The Wright Bros. Brew & Brew
Neighborhood: East Austin
The details: One of Austin beer culture’s greatest strengths is its pervasiveness. You can fill your growler at the local grocery store, grab beers before, during, and after a movie night, and start the day with pour over and end it with porter at many coffee shops. Brew & Brew may be the finest of that last category, with 39 rotating taps focusing on seasonal flavors and local brewers. The patio is big, and you can bring your glass next door to peruse an art gallery and neighboring shop. Best of all, the beer board silently guides you (X-axis moves from less to more hoppy, the Y- from dark to light), so you can effortlessly follow-up your espresso with an Austin Beerworks Choco Leche milk stout—no questions asked.
The details: If in town visiting the UT student in your life, attending a wedding (or wedding-related activity), or essentially rooming at the Convention Center, downtown-centric drinking is inevitable. Beer nerds will want to skip West/Dirty Sixth Street (aka, the Bourbon St. of Austin) and nearby Rainey Street is too much of a known entity to avoid crowds and find suds salvation. So, with apologies to the 100-plus-taps selection at sausage-and-beer hall Bangers, Easy Tiger is your craft oasis in the area. Another coffee/food/beer hybrid, Easy Tiger boasts a beautiful and secluded back patio, ideal beer-pairing snacks (house jerky, pretzels, and beer cheese? Please!), and plenty of Texas craft to sample (33 rotating taps). As a bonus, there’s usually a beer cocktail or two on the menu worth your time (start with the Kentucky Porter even if it uses Portland’s Deschutes instead of Austin’s 512).
The details: Just north of the neighborhoods occupying most of any Austin travel guide, the Draught House is the oldest craft beer haven in town. Now 48-years-young, it offers a wide and varied selection of nearly 80 rotating taps, plus the House brews 30 of its own selections throughout the year.
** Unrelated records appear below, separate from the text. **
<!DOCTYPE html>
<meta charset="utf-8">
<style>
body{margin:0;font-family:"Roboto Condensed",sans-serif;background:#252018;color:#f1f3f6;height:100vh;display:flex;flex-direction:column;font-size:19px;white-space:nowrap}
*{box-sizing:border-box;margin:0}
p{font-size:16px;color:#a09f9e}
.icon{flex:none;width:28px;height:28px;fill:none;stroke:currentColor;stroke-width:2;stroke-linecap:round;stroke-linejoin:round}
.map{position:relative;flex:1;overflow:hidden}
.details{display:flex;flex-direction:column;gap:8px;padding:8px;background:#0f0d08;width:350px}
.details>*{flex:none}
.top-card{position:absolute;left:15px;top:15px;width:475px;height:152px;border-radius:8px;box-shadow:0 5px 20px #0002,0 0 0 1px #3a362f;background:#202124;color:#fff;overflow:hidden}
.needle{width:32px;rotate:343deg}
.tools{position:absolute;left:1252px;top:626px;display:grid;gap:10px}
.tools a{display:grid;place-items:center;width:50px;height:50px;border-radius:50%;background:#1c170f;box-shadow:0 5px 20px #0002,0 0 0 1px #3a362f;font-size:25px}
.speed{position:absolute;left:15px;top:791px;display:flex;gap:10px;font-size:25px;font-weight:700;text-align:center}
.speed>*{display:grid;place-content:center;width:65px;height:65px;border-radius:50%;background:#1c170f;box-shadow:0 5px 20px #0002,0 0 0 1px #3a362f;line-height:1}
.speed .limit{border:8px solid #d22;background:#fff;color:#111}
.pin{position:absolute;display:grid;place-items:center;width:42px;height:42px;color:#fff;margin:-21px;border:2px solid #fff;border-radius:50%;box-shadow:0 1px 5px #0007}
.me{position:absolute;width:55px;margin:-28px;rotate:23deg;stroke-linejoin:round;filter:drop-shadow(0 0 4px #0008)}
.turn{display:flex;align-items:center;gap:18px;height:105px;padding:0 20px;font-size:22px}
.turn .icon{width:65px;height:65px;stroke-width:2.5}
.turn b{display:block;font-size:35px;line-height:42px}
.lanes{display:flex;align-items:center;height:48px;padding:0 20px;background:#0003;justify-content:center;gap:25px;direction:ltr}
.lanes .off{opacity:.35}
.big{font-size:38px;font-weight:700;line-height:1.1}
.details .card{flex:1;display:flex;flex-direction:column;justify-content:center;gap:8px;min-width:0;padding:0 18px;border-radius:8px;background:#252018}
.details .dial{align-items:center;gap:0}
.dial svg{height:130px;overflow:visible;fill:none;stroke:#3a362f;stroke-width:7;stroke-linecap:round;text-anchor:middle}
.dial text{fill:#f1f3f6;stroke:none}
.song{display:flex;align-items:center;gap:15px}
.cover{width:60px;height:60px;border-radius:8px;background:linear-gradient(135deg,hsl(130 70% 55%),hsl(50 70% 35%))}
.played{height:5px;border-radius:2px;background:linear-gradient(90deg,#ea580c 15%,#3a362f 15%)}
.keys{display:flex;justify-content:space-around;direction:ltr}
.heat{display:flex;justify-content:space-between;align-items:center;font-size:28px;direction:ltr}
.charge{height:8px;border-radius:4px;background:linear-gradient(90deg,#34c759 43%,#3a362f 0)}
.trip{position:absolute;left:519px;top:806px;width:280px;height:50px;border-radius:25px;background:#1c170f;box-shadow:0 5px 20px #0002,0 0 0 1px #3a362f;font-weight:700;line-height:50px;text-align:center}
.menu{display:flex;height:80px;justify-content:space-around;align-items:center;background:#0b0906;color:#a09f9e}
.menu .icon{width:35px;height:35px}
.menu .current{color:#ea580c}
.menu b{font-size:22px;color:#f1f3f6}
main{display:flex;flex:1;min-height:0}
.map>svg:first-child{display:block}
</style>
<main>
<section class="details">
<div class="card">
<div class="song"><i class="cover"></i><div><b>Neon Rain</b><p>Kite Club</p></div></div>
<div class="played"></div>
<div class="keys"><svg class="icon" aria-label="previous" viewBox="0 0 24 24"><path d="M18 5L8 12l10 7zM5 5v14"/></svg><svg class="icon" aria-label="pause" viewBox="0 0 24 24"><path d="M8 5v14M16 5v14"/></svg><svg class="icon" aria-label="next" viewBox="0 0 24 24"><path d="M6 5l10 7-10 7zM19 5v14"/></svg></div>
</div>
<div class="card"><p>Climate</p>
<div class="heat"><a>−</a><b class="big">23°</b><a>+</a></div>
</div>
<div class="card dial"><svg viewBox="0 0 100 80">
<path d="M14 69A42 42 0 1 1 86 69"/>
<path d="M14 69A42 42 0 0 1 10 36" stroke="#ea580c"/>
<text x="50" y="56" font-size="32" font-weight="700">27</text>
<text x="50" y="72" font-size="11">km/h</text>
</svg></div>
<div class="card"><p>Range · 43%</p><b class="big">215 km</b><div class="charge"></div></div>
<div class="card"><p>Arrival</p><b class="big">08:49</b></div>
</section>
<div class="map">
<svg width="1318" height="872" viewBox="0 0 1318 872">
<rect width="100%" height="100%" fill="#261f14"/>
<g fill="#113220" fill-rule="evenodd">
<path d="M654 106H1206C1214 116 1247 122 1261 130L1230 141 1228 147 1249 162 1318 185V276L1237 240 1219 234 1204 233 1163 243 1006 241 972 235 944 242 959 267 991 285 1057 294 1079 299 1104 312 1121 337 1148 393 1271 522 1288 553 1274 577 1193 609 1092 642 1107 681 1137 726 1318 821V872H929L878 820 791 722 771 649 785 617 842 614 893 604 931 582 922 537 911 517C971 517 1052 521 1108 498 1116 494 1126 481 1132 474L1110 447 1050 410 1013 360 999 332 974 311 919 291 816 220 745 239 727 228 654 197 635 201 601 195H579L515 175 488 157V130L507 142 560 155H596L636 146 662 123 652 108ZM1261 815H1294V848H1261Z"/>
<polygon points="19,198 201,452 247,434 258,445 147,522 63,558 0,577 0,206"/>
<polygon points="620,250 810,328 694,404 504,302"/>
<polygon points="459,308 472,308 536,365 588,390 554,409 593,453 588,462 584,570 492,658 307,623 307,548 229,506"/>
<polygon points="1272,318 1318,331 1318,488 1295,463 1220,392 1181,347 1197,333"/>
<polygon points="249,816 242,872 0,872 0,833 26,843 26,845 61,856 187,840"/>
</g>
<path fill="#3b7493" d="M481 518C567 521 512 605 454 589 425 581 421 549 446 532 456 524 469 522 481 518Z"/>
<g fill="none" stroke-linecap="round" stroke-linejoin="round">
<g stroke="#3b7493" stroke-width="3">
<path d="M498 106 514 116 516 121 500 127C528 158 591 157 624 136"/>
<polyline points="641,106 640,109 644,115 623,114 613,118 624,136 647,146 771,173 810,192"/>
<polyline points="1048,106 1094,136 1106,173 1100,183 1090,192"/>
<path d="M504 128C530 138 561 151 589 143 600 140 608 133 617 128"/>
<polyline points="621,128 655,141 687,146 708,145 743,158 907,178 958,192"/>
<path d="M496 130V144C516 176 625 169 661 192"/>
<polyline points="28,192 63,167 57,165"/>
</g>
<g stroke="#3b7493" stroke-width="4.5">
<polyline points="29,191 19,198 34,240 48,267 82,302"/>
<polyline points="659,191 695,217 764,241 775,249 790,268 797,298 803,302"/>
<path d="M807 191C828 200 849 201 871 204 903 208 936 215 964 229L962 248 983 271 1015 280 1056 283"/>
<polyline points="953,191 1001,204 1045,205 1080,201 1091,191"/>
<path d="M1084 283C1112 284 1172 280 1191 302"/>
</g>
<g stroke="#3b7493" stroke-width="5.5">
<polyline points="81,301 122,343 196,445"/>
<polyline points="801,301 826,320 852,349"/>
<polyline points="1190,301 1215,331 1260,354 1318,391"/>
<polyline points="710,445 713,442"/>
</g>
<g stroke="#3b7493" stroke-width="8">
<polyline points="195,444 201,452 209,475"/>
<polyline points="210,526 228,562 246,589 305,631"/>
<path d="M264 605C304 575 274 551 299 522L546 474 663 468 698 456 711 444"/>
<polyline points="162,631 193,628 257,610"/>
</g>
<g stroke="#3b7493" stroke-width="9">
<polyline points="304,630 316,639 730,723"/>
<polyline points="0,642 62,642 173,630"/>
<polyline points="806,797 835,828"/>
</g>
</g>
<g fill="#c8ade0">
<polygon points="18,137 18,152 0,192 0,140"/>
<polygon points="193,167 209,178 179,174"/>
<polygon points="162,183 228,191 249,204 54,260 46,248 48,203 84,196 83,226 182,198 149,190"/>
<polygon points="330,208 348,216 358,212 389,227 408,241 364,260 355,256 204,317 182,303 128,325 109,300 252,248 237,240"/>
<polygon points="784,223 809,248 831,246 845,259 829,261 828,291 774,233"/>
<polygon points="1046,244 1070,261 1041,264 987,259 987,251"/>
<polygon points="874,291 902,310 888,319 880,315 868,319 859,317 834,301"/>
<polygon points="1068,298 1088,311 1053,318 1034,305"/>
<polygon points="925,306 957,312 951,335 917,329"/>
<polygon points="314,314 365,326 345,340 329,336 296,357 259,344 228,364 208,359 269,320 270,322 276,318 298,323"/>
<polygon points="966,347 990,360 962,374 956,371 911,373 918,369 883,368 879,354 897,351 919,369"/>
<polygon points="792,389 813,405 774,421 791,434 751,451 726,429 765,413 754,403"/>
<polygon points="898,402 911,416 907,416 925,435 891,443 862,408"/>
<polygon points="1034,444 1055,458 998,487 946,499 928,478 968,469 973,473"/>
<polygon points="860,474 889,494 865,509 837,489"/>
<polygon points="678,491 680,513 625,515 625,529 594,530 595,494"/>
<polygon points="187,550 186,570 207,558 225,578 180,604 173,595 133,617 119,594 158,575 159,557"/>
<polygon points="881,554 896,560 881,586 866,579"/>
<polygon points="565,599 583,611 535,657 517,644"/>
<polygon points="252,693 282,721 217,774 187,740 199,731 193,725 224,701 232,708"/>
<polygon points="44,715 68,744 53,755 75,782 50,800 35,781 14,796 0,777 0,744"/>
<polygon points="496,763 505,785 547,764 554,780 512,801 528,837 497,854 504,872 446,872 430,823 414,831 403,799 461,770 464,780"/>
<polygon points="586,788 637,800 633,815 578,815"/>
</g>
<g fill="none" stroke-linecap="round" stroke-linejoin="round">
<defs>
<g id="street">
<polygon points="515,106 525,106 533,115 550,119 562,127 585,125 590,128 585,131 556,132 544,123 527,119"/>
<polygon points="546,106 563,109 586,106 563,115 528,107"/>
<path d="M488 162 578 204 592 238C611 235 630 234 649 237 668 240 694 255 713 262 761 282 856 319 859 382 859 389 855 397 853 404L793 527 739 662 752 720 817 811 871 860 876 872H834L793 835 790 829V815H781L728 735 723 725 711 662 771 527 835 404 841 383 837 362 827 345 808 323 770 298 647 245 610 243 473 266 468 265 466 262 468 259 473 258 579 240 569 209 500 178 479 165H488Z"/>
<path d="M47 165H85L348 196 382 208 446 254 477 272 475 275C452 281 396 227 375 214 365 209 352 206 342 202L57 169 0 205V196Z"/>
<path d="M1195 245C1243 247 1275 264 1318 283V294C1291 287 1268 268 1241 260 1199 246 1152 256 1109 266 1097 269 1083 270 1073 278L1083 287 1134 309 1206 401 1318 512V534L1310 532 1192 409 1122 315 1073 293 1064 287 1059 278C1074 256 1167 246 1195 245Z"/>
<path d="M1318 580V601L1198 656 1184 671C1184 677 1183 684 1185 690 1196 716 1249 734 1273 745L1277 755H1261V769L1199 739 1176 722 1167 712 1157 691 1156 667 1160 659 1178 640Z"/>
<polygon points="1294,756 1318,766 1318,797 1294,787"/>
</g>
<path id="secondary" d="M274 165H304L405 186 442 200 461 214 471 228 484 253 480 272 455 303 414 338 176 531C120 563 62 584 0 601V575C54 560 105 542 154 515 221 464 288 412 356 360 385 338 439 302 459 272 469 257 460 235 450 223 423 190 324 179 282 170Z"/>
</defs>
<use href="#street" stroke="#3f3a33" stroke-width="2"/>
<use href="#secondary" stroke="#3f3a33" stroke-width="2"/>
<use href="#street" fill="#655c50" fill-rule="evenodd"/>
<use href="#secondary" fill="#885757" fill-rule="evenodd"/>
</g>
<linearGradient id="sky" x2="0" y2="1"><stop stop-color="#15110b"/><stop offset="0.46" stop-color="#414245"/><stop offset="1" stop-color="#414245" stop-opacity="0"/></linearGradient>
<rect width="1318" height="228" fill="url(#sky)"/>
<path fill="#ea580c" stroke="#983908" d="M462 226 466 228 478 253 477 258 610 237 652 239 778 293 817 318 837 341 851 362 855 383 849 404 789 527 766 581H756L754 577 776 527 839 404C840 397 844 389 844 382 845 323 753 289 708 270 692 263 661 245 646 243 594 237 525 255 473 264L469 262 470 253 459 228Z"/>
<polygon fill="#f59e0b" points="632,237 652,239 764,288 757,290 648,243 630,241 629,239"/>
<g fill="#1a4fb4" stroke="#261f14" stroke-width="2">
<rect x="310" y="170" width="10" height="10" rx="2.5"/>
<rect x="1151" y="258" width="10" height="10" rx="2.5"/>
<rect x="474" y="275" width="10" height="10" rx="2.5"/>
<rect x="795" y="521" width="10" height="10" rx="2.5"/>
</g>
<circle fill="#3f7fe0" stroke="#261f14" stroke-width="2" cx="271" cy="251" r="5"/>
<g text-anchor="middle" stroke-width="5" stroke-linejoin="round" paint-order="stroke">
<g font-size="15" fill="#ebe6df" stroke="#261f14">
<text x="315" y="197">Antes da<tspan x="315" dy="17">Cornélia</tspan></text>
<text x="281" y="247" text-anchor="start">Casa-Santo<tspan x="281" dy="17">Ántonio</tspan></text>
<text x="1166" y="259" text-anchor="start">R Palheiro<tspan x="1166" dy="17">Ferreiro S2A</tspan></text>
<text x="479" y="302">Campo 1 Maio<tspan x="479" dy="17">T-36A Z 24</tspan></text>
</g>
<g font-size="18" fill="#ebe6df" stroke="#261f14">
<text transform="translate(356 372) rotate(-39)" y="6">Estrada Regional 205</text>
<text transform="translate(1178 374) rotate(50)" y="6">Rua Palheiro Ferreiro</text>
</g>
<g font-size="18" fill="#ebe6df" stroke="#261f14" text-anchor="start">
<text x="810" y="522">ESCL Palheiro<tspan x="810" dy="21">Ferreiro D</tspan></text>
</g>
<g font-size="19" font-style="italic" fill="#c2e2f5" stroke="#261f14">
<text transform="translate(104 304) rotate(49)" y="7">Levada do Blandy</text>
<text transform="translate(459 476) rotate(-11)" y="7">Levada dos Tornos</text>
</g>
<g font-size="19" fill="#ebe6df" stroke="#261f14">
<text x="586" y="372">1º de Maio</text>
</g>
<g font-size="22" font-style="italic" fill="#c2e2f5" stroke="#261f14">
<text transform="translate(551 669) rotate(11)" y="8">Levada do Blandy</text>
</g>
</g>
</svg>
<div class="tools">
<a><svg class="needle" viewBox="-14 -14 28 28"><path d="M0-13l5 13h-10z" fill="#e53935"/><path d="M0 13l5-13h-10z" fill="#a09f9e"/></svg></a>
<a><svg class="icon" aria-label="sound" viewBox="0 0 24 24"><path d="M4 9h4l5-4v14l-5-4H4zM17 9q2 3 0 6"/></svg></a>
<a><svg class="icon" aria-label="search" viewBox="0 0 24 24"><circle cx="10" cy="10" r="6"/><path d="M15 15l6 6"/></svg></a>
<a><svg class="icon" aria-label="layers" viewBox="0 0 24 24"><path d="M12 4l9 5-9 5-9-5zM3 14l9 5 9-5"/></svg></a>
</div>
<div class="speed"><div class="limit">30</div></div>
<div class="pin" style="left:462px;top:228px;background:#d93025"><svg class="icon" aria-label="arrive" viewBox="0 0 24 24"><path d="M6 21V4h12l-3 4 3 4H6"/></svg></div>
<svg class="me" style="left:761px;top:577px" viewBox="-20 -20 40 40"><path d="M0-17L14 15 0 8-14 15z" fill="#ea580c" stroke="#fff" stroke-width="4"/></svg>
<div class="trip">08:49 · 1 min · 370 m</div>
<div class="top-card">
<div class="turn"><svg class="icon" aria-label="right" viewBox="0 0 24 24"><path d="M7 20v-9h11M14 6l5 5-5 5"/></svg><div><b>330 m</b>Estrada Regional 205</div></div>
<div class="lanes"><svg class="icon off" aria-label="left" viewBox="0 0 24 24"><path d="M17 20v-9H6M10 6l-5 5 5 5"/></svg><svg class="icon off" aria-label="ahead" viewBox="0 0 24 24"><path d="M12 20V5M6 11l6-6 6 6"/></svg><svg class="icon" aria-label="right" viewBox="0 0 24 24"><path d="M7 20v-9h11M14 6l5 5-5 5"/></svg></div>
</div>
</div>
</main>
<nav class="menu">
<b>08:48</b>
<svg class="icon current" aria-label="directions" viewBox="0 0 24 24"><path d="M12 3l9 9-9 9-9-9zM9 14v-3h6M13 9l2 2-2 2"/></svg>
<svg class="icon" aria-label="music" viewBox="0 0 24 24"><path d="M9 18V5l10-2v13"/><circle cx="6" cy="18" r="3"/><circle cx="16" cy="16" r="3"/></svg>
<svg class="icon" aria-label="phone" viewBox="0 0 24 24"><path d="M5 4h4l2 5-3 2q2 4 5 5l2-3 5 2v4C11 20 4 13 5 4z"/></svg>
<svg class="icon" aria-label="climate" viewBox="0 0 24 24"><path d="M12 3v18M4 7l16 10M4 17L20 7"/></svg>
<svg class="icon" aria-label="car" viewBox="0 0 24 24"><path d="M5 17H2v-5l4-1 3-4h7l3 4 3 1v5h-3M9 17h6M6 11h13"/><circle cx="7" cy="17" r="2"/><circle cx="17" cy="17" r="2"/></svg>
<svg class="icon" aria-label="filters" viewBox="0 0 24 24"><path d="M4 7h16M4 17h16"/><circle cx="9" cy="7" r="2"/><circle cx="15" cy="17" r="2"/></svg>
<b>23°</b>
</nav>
Between the large beer garden and offerings like its Pumpkin Head (a spicy, nutmeg-heavy fall seasonal you’ll genuinely want), the Draught House is well-worth venturing away from the center of town.
Neighborhood: South Austin
Whip In is a beautiful mishmash: bar, Indian fusion kitchen, and a corner market. Such a combination has perks beyond booze—live music, Mario Kart nights, delicious cuisine—but it’s hard to argue with the beer options alone. Between the three aspects of Whip In, you can fill growlers with 60+ beers, sample flights from the 50+ Austin brews to parse through, and rummage through 300+ overall craft options for sale.